Copy each line of the listing below exactly and drop the images.

[Opening DATA FOR THIS TASK section]

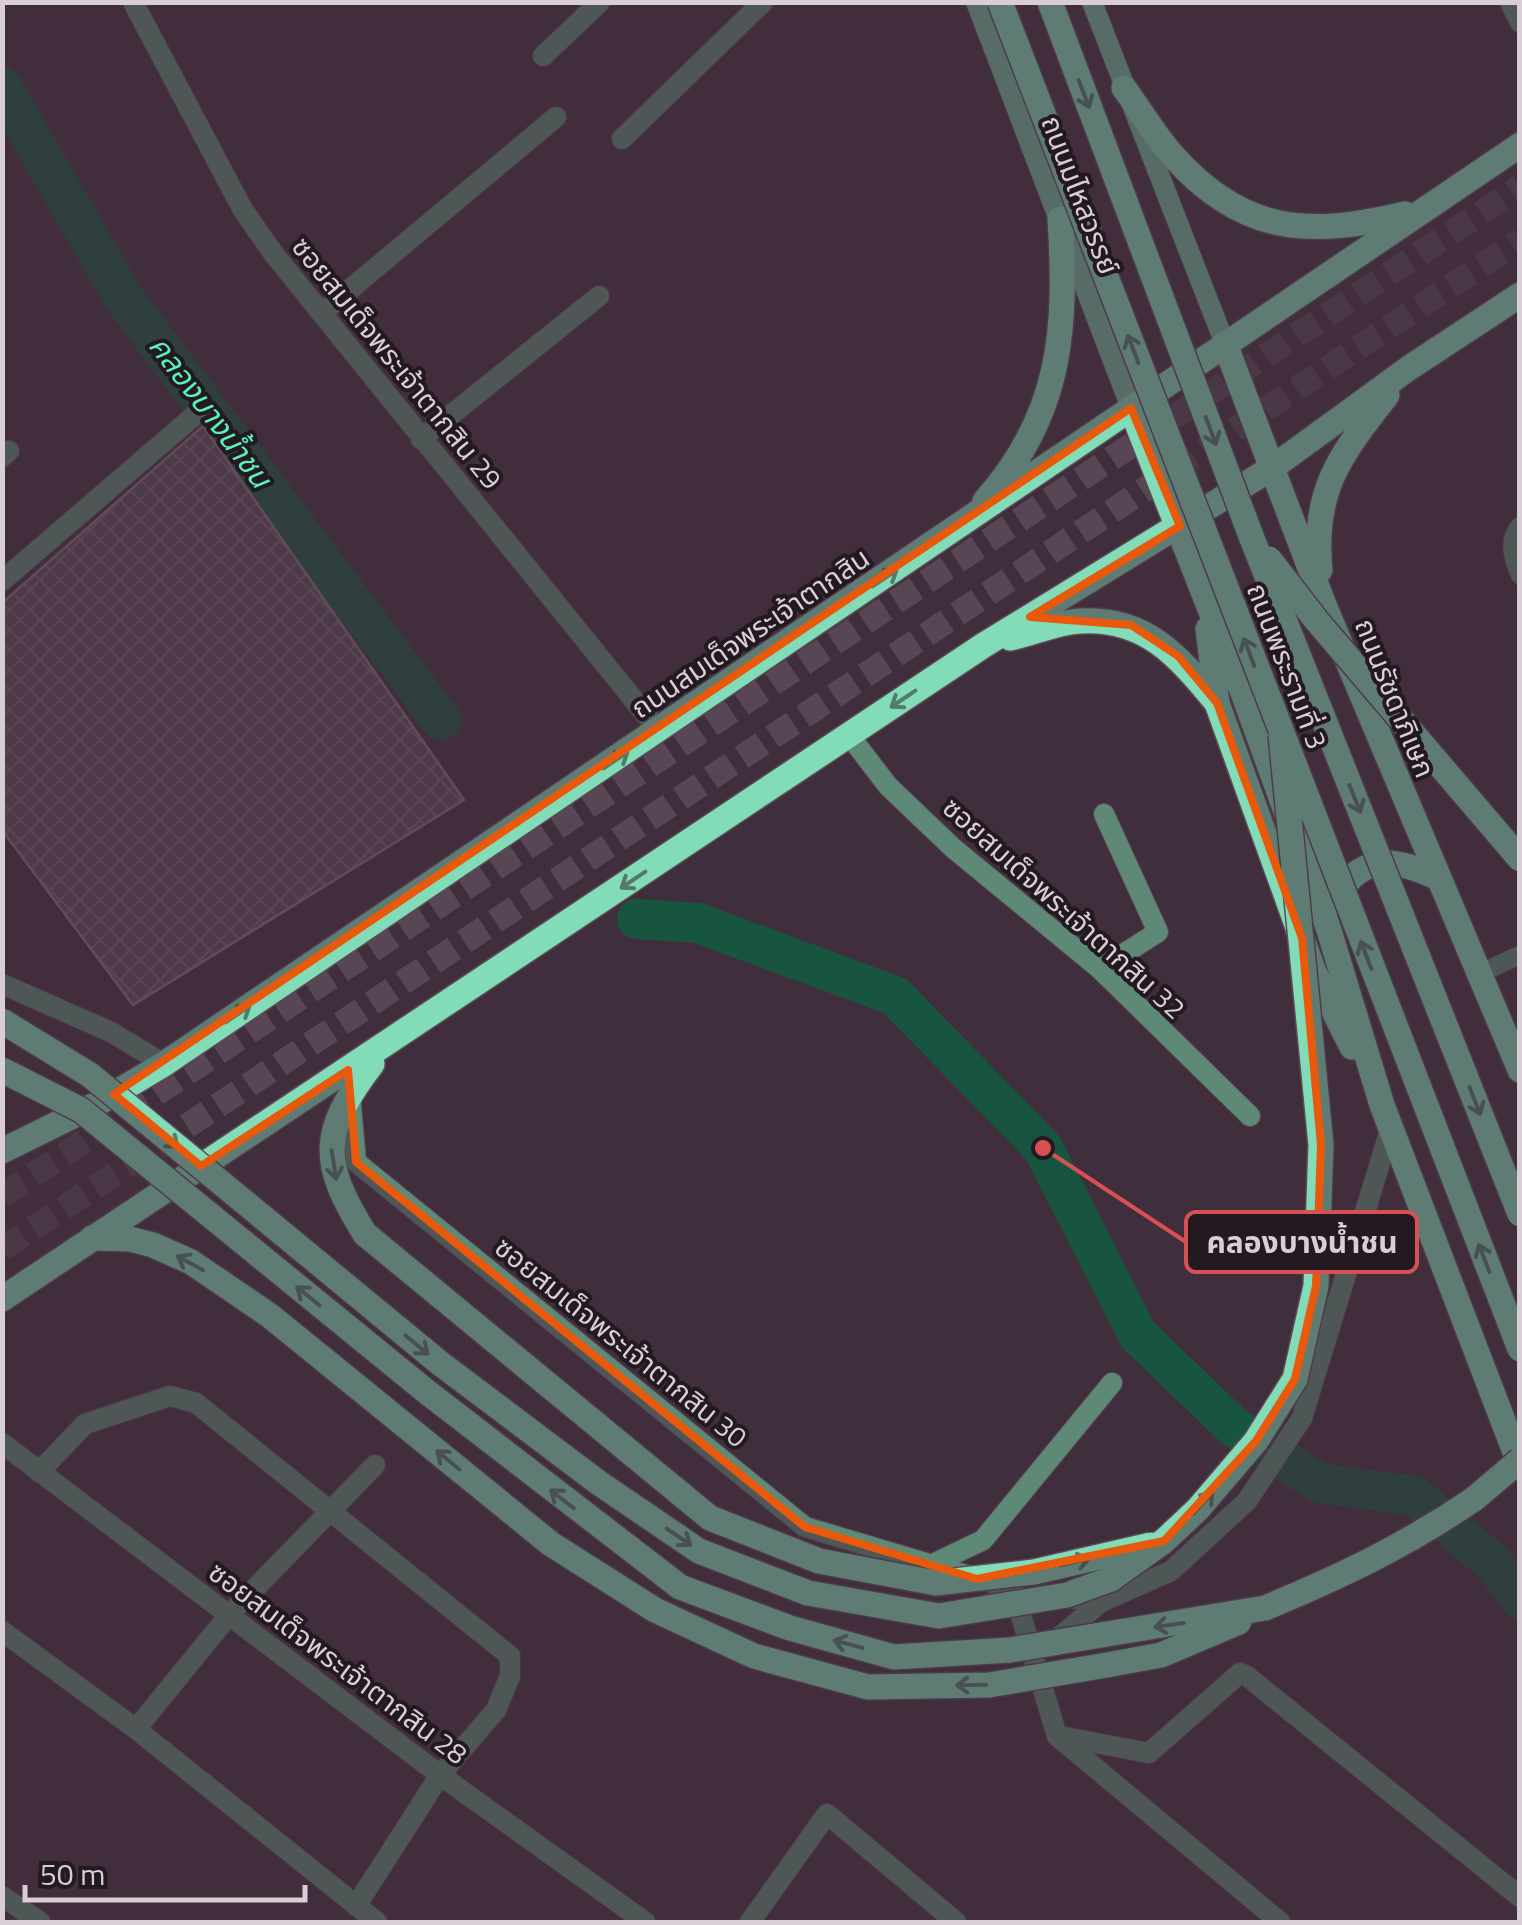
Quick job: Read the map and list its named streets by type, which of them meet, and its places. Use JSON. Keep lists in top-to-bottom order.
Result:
{
  "streets": {
    "main road": [
      "ถนนมไหสวรรย์",
      "ถนนสมเด็จพระเจ้าตากสิน",
      "ถนนพระรามที่ 3",
      "ถนนรัชดาภิเษก"
    ],
    "street": [
      "ซอยสมเด็จพระเจ้าตากสิน 29",
      "ซอยสมเด็จพระเจ้าตากสิน 32",
      "ซอยสมเด็จพระเจ้าตากสิน 30",
      "ซอยสมเด็จพระเจ้าตากสิน 28"
    ]
  },
  "crossings": [
    ["ถนนมไหสวรรย์", "ถนนสมเด็จพระเจ้าตากสิน"],
    ["ซอยสมเด็จพระเจ้าตากสิน 29", "ถนนสมเด็จพระเจ้าตากสิน"],
    ["ถนนสมเด็จพระเจ้าตากสิน", "ถนนรัชดาภิเษก"]
  ],
  "water": ["คลองบางน้ำชน"],
  "places": ["คลองบางน้ำชน"],
  "scale_bar": "50 m"
}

[Closing DATA FOR THIS TASK section]

= SOLUTION TO THIS PROBLEM =
Quick job: Read the map and list its named streets by type, which of them meet, and its places. Use JSON. Keep lists in top-to-bottom order.
Result:
{
  "streets": {
    "main road": [
      "ถนนมไหสวรรย์",
      "ถนนสมเด็จพระเจ้าตากสิน",
      "ถนนพระรามที่ 3",
      "ถนนรัชดาภิเษก"
    ],
    "street": [
      "ซอยสมเด็จพระเจ้าตากสิน 29",
      "ซอยสมเด็จพระเจ้าตากสิน 32",
      "ซอยสมเด็จพระเจ้าตากสิน 30",
      "ซอยสมเด็จพระเจ้าตากสิน 28"
    ]
  },
  "crossings": [
    ["ถนนมไหสวรรย์", "ถนนสมเด็จพระเจ้าตากสิน"],
    ["ซอยสมเด็จพระเจ้าตากสิน 29", "ถนนสมเด็จพระเจ้าตากสิน"],
    ["ถนนสมเด็จพระเจ้าตากสิน", "ถนนรัชดาภิเษก"]
  ],
  "water": ["คลองบางน้ำชน"],
  "places": ["คลองบางน้ำชน"],
  "scale_bar": "50 m"
}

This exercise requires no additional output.